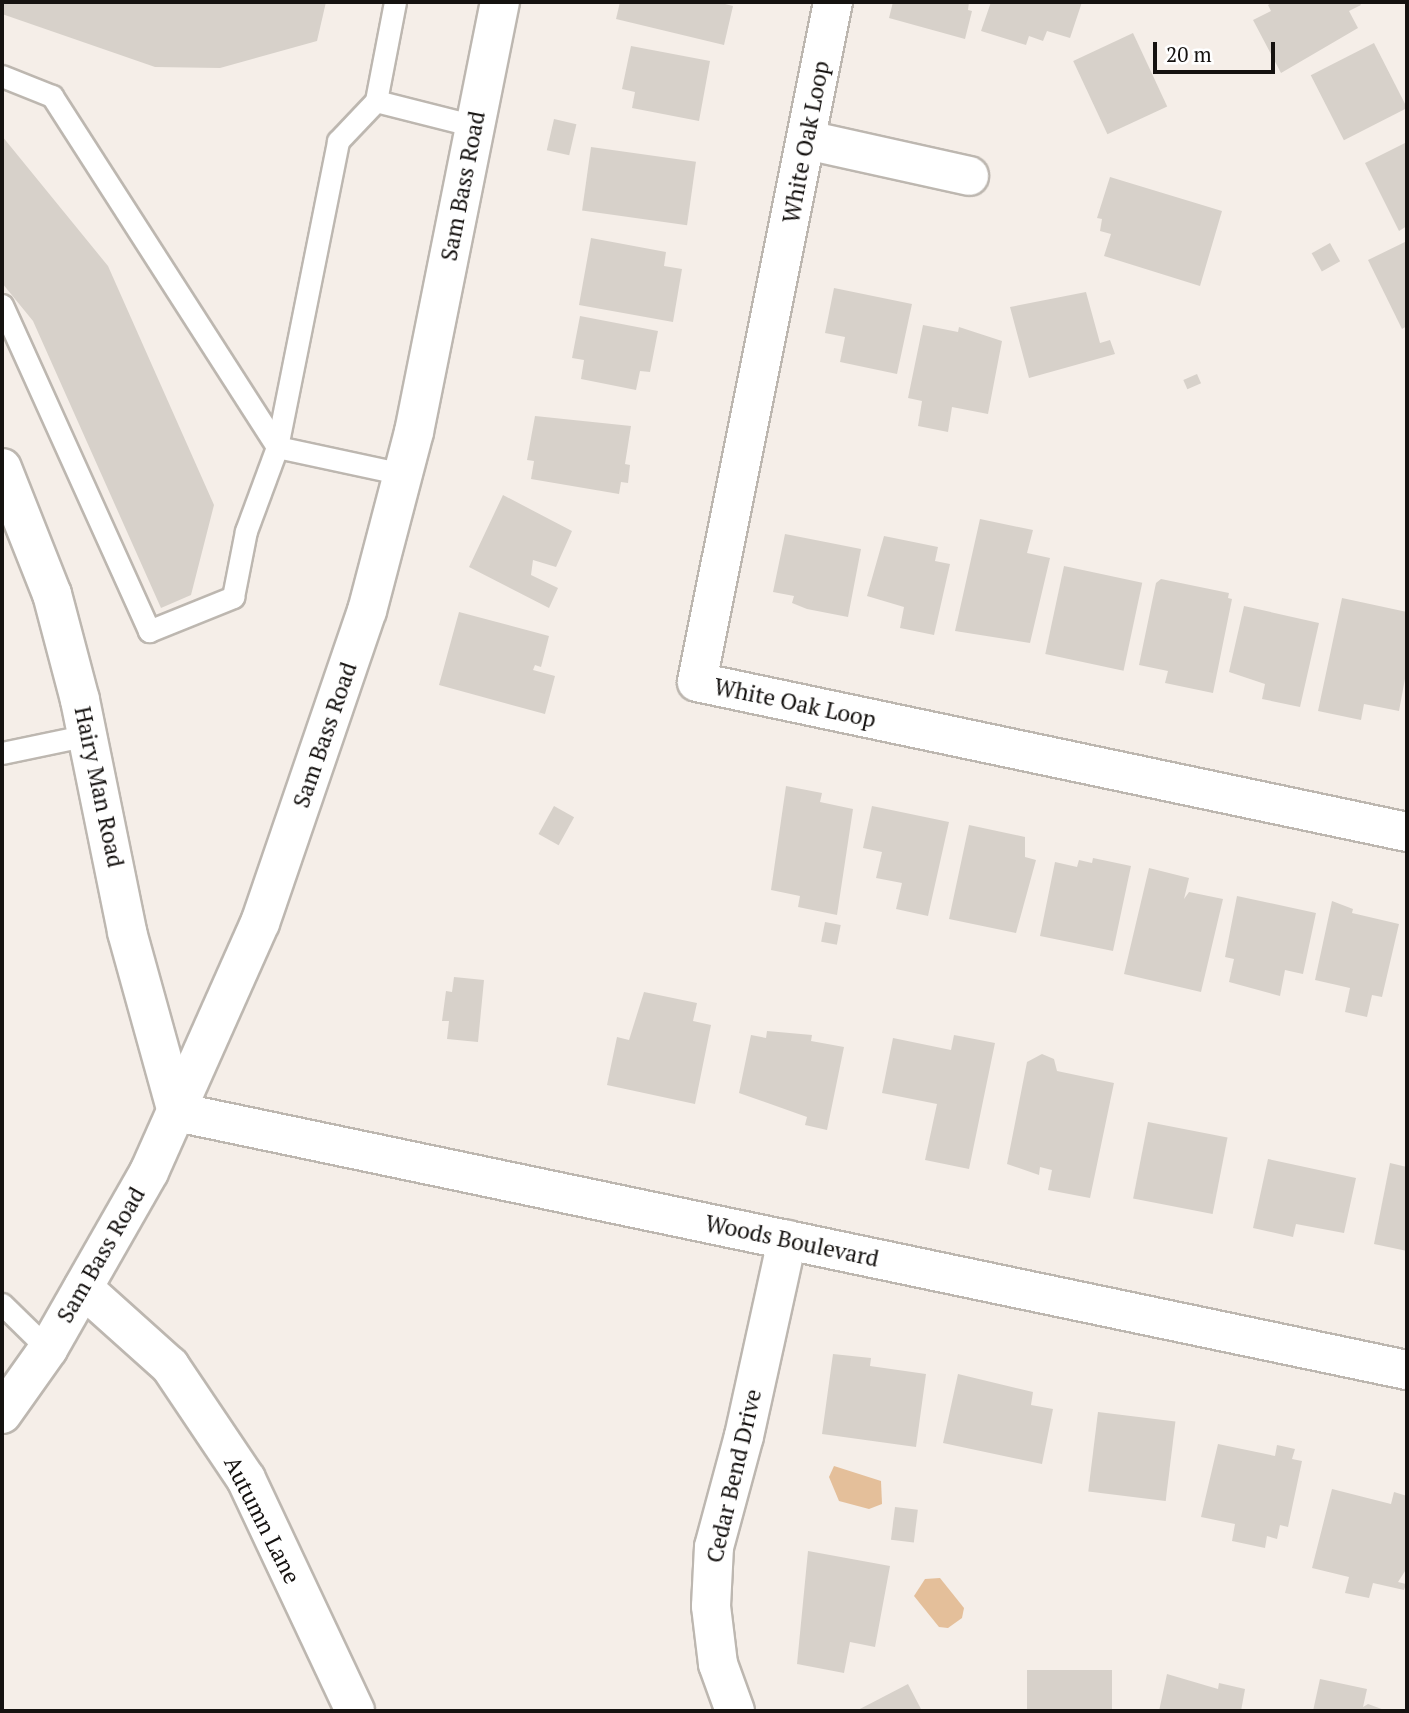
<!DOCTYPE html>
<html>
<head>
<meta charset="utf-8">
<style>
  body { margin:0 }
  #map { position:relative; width:1409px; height:1713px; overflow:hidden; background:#f5eee8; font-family:"PT Serif",serif }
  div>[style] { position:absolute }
  .water>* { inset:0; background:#e4bf9a }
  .building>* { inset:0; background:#d7d1ca; transform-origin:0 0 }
  .roads { filter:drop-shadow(2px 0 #bdb7b0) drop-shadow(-2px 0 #bdb7b0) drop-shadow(0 2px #bdb7b0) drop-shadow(0 -2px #bdb7b0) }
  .service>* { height:21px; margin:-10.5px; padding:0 10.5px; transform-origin:10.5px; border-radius:10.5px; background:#fff }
  .minor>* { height:38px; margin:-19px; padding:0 19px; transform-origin:19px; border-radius:19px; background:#fff }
  .tertiary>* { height:38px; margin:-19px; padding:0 19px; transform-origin:19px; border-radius:19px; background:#fff }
  .secondary>* { height:38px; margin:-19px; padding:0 19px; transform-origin:19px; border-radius:19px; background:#fff }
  span { translate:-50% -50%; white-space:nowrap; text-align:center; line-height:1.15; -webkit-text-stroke:5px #fff; paint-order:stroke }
  .street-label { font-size:23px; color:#151210 }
  .frame { position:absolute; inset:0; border:4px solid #151210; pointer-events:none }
  .scale { position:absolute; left:1153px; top:42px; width:122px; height:32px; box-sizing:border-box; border:4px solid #151210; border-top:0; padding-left:9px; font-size:21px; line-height:24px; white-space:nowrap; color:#151210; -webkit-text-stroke:5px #fff; paint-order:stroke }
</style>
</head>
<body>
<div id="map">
  <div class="water">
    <i style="clip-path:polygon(834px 1466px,881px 1481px,882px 1504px,869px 1509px,839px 1501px,829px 1477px)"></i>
    <i style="clip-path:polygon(940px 1578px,964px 1608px,962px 1618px,948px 1628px,939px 1627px,914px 1596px,925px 1579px)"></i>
  </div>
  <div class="building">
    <i style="clip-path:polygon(2px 2px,326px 2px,317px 41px,220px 68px,155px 67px,2px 14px)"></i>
    <i style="clip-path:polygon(620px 2px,717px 2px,733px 6px,724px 45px,616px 19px)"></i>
    <i style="clip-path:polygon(893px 2px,969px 2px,968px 10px,972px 11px,965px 39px,889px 18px)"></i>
    <i style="clip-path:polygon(991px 2px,1082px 2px,1070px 38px,1047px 31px,1043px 41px,1029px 36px,1026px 45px,981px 31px)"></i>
    <i style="clip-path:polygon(1273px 2px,1359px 2px,1361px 5px,1349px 11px,1358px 28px,1281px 73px,1253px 20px,1271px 11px,1268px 5px)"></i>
    <i style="left:1133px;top:33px;width:81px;height:66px;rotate:65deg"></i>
    <i style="left:1374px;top:43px;width:73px;height:71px;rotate:63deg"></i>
    <i style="clip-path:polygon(631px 46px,710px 61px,699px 121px,632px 108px,635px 92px,622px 89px)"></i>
    <i style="left:554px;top:119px;width:23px;height:32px;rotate:13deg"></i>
    <i style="clip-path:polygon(2px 136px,108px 266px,214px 505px,191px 595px,161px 608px,33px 321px,2px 283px)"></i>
    <i style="clip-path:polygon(1407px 142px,1407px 226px,1399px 231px,1365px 163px)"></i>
    <i style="left:591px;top:147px;width:106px;height:64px;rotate:8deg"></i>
    <i style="clip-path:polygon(1110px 177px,1222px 211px,1200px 286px,1104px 256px,1111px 234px,1100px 231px,1102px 219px,1097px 218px)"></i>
    <i style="clip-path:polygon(591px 238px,666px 252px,664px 266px,682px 269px,673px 322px,579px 305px)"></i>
    <i style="clip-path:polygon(1407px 241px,1407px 326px,1402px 329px,1368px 260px)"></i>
    <i style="left:1330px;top:243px;width:21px;height:21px;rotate:61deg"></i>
    <i style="clip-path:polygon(834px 288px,912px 304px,897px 374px,840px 362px,845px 337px,825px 333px)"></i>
    <i style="clip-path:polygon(1086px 292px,1100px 343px,1110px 340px,1115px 354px,1029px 378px,1010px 307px)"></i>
    <i style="clip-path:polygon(580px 316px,658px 331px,650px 372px,640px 371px,636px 390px,581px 379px,584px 360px,572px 358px)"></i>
    <i style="clip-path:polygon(923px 325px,958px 332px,959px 327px,1002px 341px,988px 414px,952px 407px,948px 432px,918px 426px,922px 401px,908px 398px)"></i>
    <i style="left:1197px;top:374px;width:10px;height:15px;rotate:66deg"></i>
    <i style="clip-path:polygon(535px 416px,631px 426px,625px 464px,630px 465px,628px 483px,621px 482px,619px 494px,531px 479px,534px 461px,527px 460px)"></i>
    <i style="clip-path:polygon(503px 495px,572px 531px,556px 567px,533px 560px,531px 575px,558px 588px,549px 608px,469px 567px)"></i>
    <i style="clip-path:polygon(980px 519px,1033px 530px,1027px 553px,1050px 558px,1030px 643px,955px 631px)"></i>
    <i style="clip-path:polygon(785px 534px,861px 549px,848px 617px,807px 609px,792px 603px,794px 596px,773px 592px)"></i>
    <i style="clip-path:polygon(884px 536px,938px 547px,935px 561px,950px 564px,934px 635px,900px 628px,904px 607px,867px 596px)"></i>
    <i style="left:1064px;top:566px;width:80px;height:90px;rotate:12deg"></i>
    <i style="clip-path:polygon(1161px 579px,1229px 593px,1228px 598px,1232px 599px,1213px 693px,1165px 683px,1168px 671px,1139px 665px,1156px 583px)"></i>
    <i style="clip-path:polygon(1342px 598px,1407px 612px,1407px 668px,1399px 711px,1364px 704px,1361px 720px,1318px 711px)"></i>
    <i style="clip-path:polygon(1244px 606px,1319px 623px,1300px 707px,1262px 699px,1265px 684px,1229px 672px)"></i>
    <i style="clip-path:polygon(459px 612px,549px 636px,541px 667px,535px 665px,533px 670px,555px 676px,545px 714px,439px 685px)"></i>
    <i style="clip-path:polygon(786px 786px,822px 793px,820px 802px,853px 809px,837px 915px,798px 907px,800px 896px,771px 890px)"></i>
    <i style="left:554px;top:806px;width:23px;height:32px;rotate:29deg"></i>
    <i style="clip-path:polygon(872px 806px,949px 822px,928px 916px,896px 909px,902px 883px,876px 878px,882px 852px,863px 848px)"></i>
    <i style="clip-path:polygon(969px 825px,1025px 837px,1025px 857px,1036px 860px,1016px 933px,949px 919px)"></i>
    <i style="clip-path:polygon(1093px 858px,1131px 866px,1113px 951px,1040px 936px,1055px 862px,1077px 867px,1079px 860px,1092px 863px)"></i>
    <i style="clip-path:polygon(1149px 868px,1189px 878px,1184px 899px,1189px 892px,1223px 899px,1201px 992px,1124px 974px)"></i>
    <i style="clip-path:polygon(1237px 896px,1316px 913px,1303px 974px,1285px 970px,1280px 996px,1229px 982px,1234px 959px,1225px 957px)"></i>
    <i style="clip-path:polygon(1332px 901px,1353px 909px,1352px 913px,1399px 924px,1382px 997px,1372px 995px,1367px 1017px,1345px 1012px,1350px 988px,1315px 980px)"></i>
    <i style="left:825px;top:922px;width:16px;height:20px;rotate:11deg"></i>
    <i style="clip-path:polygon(454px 977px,484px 980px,478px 1042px,447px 1039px,449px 1021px,442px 1021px,446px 991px,452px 992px)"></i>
    <i style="clip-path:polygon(644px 992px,697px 1003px,693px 1021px,711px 1025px,695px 1104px,607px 1085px,617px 1037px,629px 1040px)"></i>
    <i style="clip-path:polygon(767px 1031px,812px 1035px,811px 1041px,844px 1047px,827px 1130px,805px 1125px,807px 1117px,739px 1093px,751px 1035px,766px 1038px)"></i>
    <i style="clip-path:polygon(954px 1035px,995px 1043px,969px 1169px,925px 1160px,937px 1104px,882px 1093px,893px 1038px,951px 1050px)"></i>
    <i style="clip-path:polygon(1042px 1054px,1054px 1059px,1057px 1071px,1114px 1083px,1090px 1198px,1048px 1190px,1052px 1170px,1040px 1167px,1039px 1175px,1007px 1164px,1027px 1062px)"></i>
    <i style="left:1148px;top:1122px;width:81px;height:78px;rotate:11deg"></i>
    <i style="clip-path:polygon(1268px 1159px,1356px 1178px,1344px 1233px,1296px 1224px,1293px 1237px,1253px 1228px)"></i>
    <i style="clip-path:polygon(1390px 1163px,1407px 1167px,1407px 1251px,1374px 1244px)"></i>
    <i style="clip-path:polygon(833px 1354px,871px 1358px,870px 1366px,926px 1374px,916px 1447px,822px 1434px)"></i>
    <i style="clip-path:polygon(958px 1374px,1033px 1392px,1031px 1405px,1053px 1409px,1042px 1464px,943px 1443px)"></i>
    <i style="left:1098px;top:1412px;width:78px;height:80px;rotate:7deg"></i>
    <i style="clip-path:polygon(1218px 1444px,1275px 1456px,1277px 1445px,1295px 1449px,1292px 1459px,1302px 1461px,1288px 1527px,1280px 1525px,1277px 1539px,1267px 1536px,1265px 1548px,1232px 1541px,1235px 1524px,1201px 1517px)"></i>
    <i style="clip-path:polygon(1332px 1489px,1391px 1504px,1394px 1492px,1407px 1496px,1407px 1568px,1398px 1582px,1406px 1584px,1404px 1590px,1373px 1583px,1369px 1598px,1345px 1593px,1349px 1577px,1312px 1568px)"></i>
    <i style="left:895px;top:1507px;width:23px;height:33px;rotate:7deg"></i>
    <i style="clip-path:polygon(808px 1551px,890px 1566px,875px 1647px,850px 1642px,844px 1673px,797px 1664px)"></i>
    <i style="left:1027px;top:1670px;width:85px;height:41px"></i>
    <i style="clip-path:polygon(1167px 1674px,1218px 1689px,1219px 1683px,1245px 1689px,1241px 1711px,1159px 1711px)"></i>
    <i style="clip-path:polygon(1320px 1679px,1367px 1689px,1363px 1707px,1368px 1704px,1387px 1711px,1313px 1711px)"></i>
    <i style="clip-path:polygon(908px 1684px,922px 1711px,856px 1711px)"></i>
  </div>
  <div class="roads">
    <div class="service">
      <i style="left:395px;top:2px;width:101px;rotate:100.9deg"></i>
      <i style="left:376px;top:101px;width:102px;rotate:14.2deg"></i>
      <i style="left:2px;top:76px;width:54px;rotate:21.8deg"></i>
      <i style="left:52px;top:96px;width:417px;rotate:57.3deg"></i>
      <i style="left:277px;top:447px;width:129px;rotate:12.1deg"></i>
      <i style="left:2px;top:305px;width:358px;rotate:65.7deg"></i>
      <i style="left:149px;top:631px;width:91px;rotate:-22deg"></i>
      <i style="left:233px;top:597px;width:67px;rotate:-78.9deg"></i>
      <i style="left:246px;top:531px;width:90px;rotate:-69.7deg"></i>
      <i style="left:277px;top:447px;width:312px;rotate:-78.7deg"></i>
      <i style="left:338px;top:141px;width:55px;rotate:-46.5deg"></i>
      <i style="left:2px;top:753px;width:88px;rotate:-11.8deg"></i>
      <i style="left:2px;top:1304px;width:64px;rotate:44.4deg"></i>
    </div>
    <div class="minor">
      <i style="left:833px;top:2px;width:693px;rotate:101.31deg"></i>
      <i style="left:697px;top:682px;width:726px;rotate:11.93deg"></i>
      <i style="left:807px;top:140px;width:166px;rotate:12.5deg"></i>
      <i style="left:177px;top:1112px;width:1257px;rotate:11.85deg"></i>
      <i style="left:83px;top:1288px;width:117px;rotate:41.9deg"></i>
      <i style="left:170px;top:1366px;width:136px;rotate:56.1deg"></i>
      <i style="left:246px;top:1479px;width:256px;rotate:64.8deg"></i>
      <i style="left:735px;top:1711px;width:50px;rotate:-109.9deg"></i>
      <i style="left:718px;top:1664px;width:58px;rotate:-96.9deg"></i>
      <i style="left:711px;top:1606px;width:59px;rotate:-87.1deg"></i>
      <i style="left:714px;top:1547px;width:115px;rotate:-74.9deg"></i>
      <i style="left:744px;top:1436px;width:201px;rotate:-77.6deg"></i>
    </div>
    <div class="tertiary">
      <i style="left:2px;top:468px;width:136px;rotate:68.4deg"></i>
      <i style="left:52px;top:594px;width:110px;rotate:75.2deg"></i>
      <i style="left:80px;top:700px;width:237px;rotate:78.5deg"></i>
      <i style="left:127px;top:932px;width:187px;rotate:74.5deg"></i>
    </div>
    <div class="secondary">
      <i style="left:2px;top:1414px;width:80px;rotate:-54.7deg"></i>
      <i style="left:48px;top:1349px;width:204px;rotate:-60.3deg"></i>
      <i style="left:149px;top:1172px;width:273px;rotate:-66deg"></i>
      <i style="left:260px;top:923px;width:330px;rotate:-71.1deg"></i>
      <i style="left:367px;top:611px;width:185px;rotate:-75.3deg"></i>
      <i style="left:414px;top:432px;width:439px;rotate:-78.7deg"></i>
    </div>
  </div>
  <div class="street-label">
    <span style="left:806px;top:142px;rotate:-79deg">White Oak Loop</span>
    <span style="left:463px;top:186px;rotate:-79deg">Sam Bass Road</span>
    <span style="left:795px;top:703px;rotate:12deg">White Oak Loop</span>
    <span style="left:325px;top:735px;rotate:-71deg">Sam Bass Road</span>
    <span style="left:99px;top:787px;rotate:78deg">Hairy Man Road</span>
    <span style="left:792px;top:1241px;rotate:12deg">Woods Boulevard</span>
    <span style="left:101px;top:1255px;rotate:-60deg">Sam Bass Road</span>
    <span style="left:734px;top:1476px;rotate:-77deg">Cedar Bend Drive</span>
    <span style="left:262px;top:1520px;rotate:63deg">Autumn Lane</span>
  </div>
  <div class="frame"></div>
  <div class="scale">20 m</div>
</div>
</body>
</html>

→ Task item:
Only one stretch of the records above is wanted: the lines between the one holding "inset:0; background:#d7d1ca; transform-origin:0" and the one holding "filter:drop-shadow(2px 0 #bdb7b0)", inclusive, reproduced exactly.

→ Exercise response:
  .building>* { inset:0; background:#d7d1ca; transform-origin:0 0 }
  .roads { filter:drop-shadow(2px 0 #bdb7b0) drop-shadow(-2px 0 #bdb7b0) drop-shadow(0 2px #bdb7b0) drop-shadow(0 -2px #bdb7b0) }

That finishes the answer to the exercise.